High-risk human papillomavirus (HR-HPV) infection is a necessary condition in the occurence and development of cervical squamous intraepithelial lesion (SIL) and cervical cancer. There are cases that high-grade SIL (HSIL) and stage IA1 cervical squamous cancer remain or reoccur, or even become more severe after conization. The infection situation of HR-HPV, which plays an important role in the prognosis of cervical lesion, should be consulted in the management and follw-up after conization.

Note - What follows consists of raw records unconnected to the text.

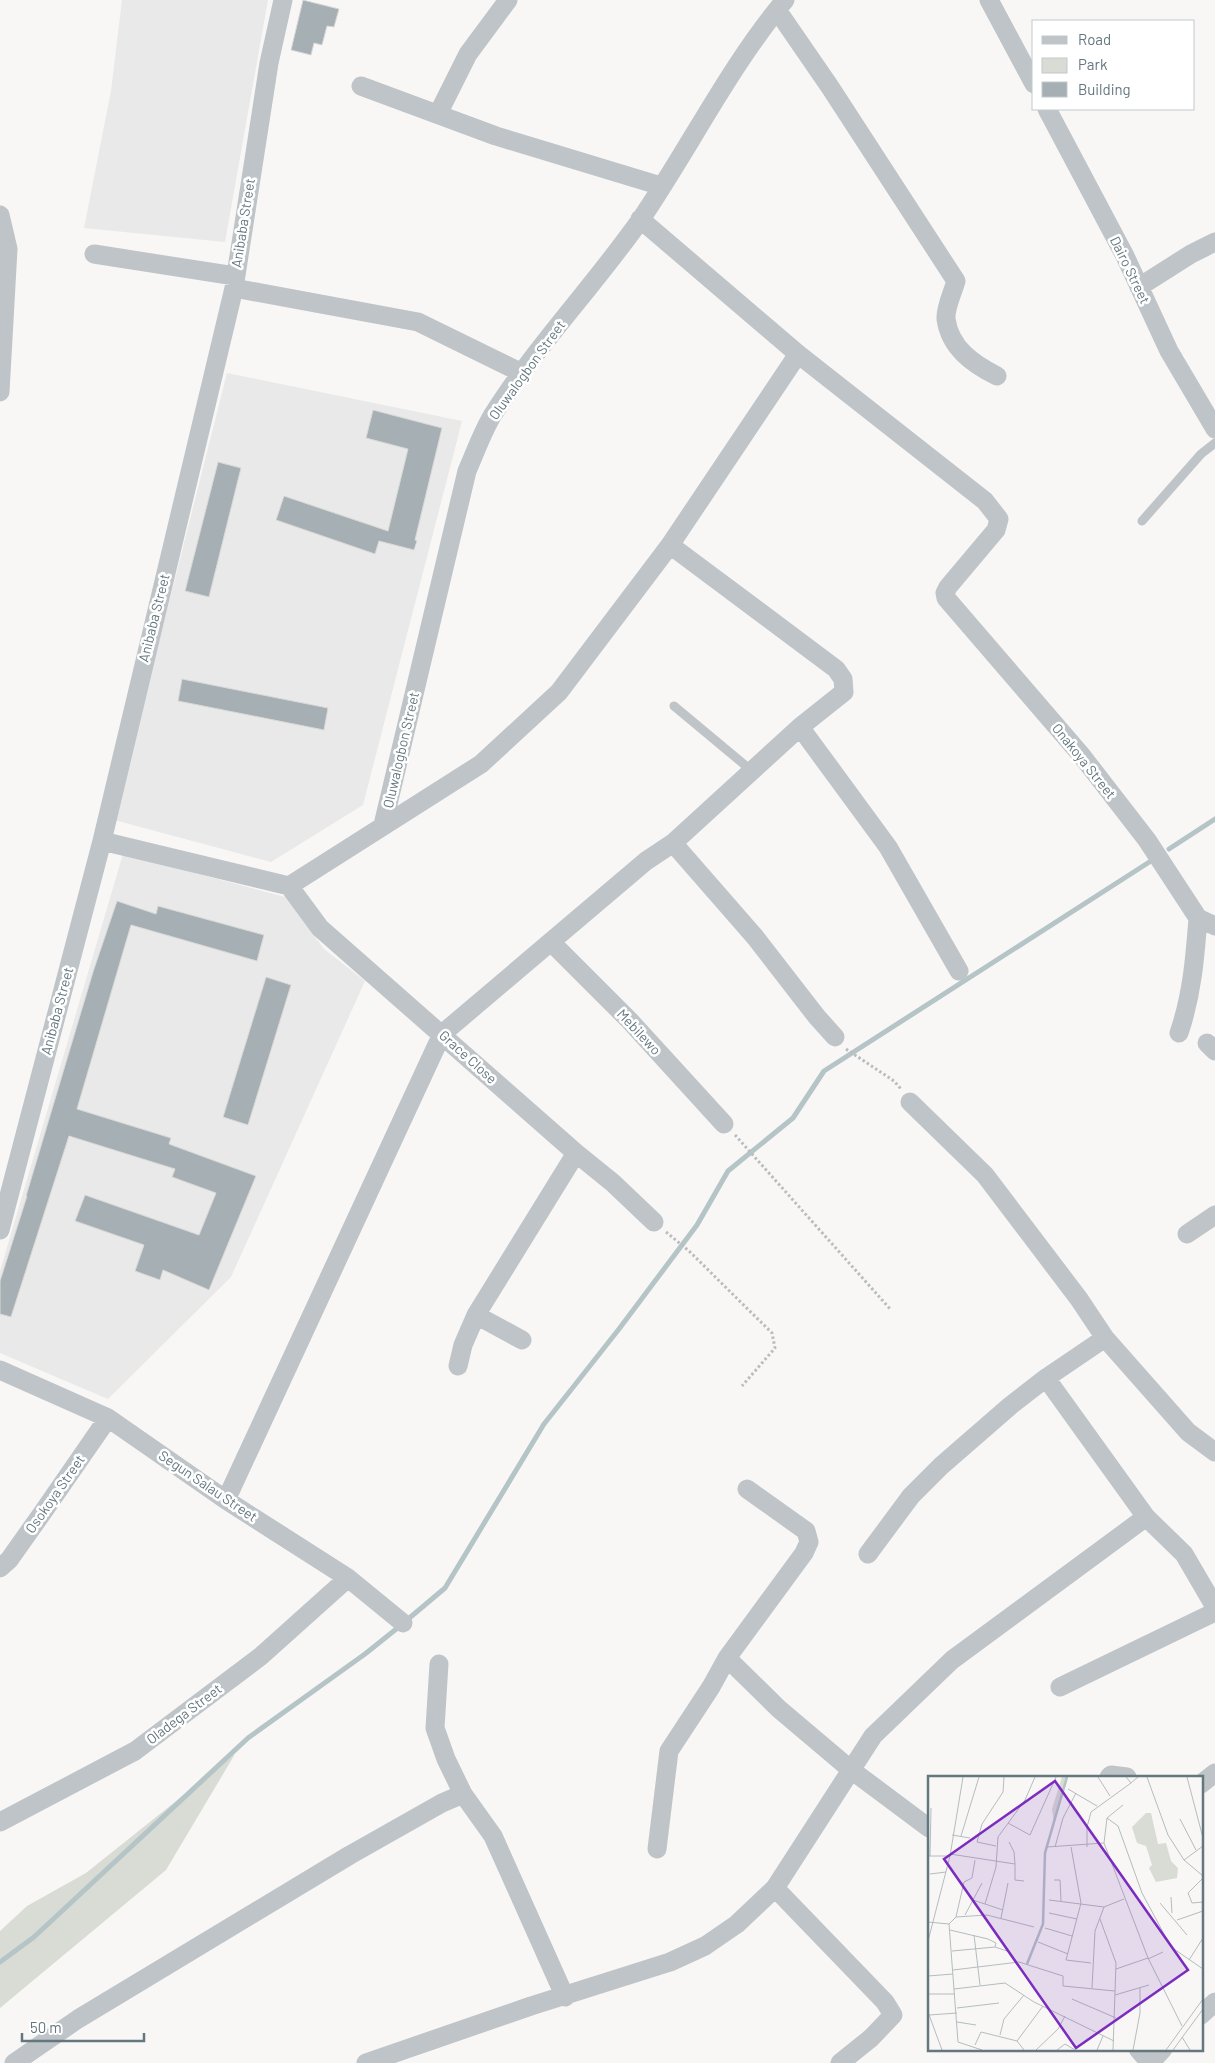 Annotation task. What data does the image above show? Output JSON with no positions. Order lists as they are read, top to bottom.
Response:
{
  "streets": {
    "street": [
      "Anibaba Street",
      "Dairo Street",
      "Oluwalogbon Street",
      "Onakoya Street",
      "Mebilewo",
      "Grace Close",
      "Segun Salau Street",
      "Osokoya Street",
      "Oladega Street"
    ]
  },
  "crossings": [
    ["Segun Salau Street", "Osokoya Street"],
    ["Segun Salau Street", "Oladega Street"]
  ],
  "legend": ["Road", "Park", "Building"],
  "scale_bar": "50 m"
} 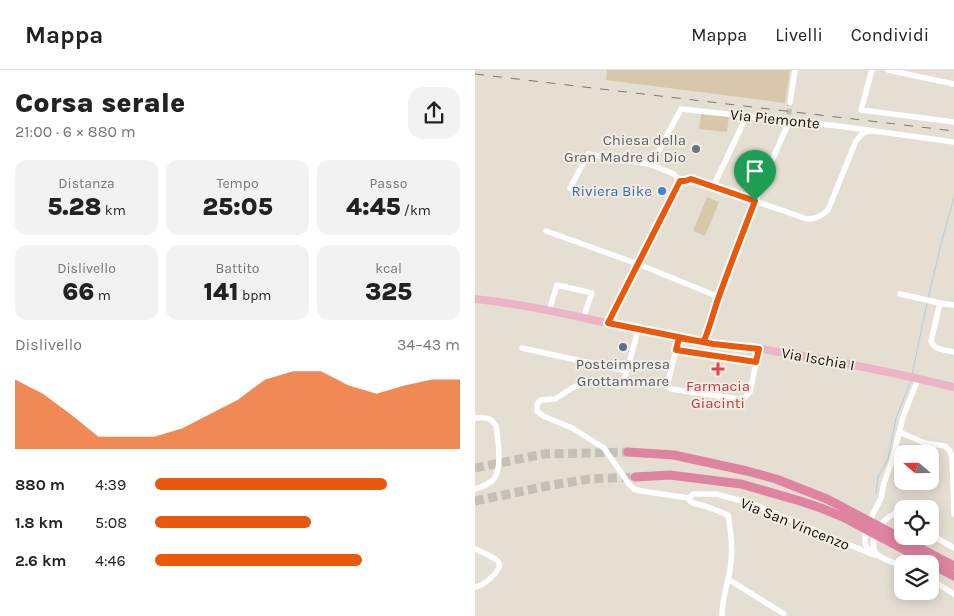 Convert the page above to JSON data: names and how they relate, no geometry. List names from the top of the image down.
{
  "streets": {
    "main road": ["Via Ischia I"],
    "street": ["Via Piemonte", "Via San Vincenzo"]
  },
  "places": {
    "other": ["Chiesa della Gran Madre di Dio", "Riviera Bike", "Posteimpresa Grottammare"],
    "health": ["Farmacia Giacinti"]
  },
  "north": "left",
  "page": {
    "header": "Mappa",
    "nav": ["Mappa", "Livelli", "Condividi"],
    "heading": ["Corsa serale", "21:00 · 6 × 880 m"],
    "stats": [
      ["Distanza", "5.28 km"],
      ["Tempo", "25:05"],
      ["Passo", "4:45 /km"],
      ["Dislivello", "66 m"],
      ["Battito", "141 bpm"],
      ["kcal", "325"]
    ],
    "chart": ["Dislivello", "34–43 m"],
    "list": [
      {
        "name": "880 m",
        "note": "4:39"
      },
      {
        "name": "1.8 km",
        "note": "5:08"
      },
      {
        "name": "2.6 km",
        "note": "4:46"
      }
    ]
  }
} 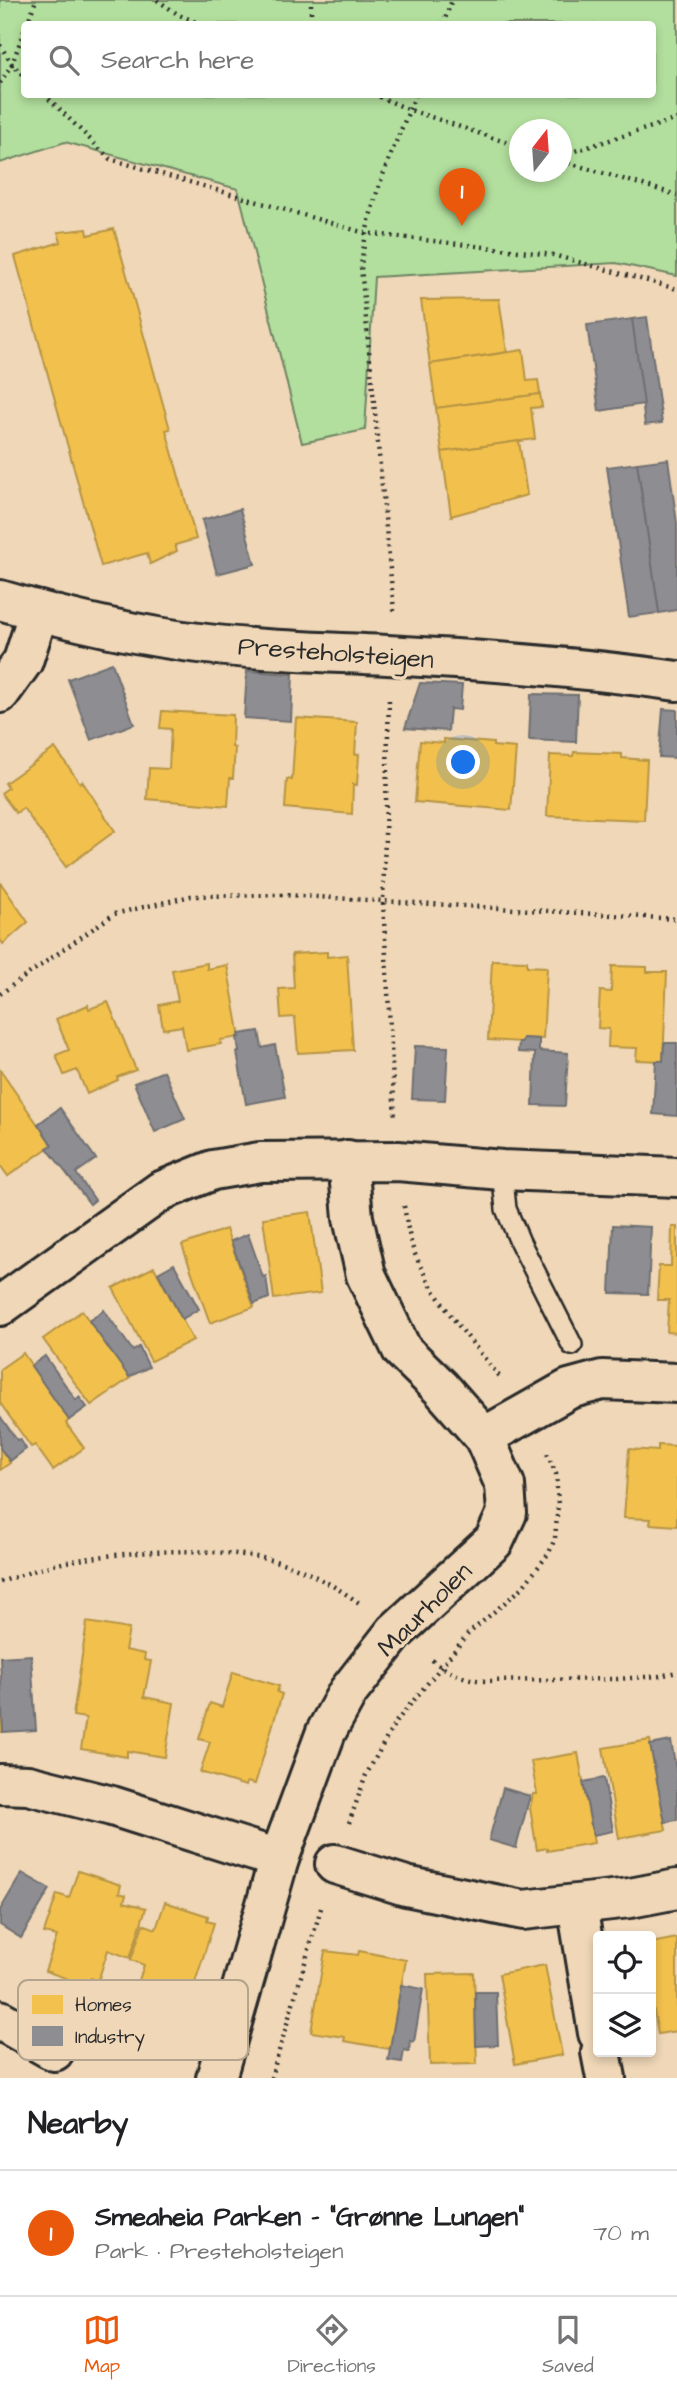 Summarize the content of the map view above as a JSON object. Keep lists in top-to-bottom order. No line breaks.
{"streets":{"street":["Presteholsteigen","Maurholen"]},"legend":["Homes","Industry"],"north":"top","page":{"search":"Search here","pins":"1","heading":"Nearby","list":[{"mark":"1","name":"Smeaheia Parken - \"Grønne Lungen\"","note":"Park · Presteholsteigen","value":"70 m"}],"nav":["Map","Directions","Saved"]}}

It is worthwhile making further study in the specific practical significance of the HR-HPV in the prognosis of cervical lesion, as well as the high-risk factors that influence the prognosis of HR-HPV.

Detailed Description

Main purpose:To work out the standard management of HPV infection by following up the HPV infection situation of the patients with high-grade SIL (HSIL) and stage IA1 cervical squamous cancer after conization.

Research design:First, to do the retrospective analysis toward the patients who received conization between Jan 2009 to Aug 2016.Second,to do the prospective analysis toward the patients who received conization between Spt 2016 to Aug 2018.

Inclusive criteria of study population:The patients who had finished HPV genotype testing before conization;who had never received treatment other than conization;who were histologically diagnosed as HSIL or IA1 cervical squamous cancer;who had not been diagnosed as any cervical diseases before;who were under age 70;who did not have any severe diseases that influence the follow-up.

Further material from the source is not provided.